Segment Start: Exercise data
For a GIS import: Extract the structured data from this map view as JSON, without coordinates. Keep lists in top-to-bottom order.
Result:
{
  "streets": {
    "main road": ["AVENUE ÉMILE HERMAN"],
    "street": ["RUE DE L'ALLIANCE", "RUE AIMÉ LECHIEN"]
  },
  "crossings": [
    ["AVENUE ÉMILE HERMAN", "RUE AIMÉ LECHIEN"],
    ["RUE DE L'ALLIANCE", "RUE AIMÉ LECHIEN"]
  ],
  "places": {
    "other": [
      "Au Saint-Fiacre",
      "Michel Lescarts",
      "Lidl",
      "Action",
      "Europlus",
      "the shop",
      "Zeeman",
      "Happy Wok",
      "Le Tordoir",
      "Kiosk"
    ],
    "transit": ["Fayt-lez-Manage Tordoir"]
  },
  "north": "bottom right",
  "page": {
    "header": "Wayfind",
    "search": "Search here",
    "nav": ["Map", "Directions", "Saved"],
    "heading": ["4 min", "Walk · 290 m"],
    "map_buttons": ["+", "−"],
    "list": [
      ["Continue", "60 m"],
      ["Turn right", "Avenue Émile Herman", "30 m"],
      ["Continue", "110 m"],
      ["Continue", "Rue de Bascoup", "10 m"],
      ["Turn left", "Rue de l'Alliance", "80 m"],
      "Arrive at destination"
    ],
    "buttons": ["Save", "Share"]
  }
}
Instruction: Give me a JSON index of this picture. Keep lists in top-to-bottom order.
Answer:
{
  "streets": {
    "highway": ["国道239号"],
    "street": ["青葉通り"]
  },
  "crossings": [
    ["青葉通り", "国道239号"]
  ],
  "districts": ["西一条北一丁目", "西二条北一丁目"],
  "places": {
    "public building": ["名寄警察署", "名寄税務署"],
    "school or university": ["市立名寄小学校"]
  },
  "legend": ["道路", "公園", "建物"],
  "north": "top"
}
Segment End: Exercise data
● **Assigned task**: Within the data above, count the lines that contain the string "this"; the reply is the number alone.

● **Your response**: 2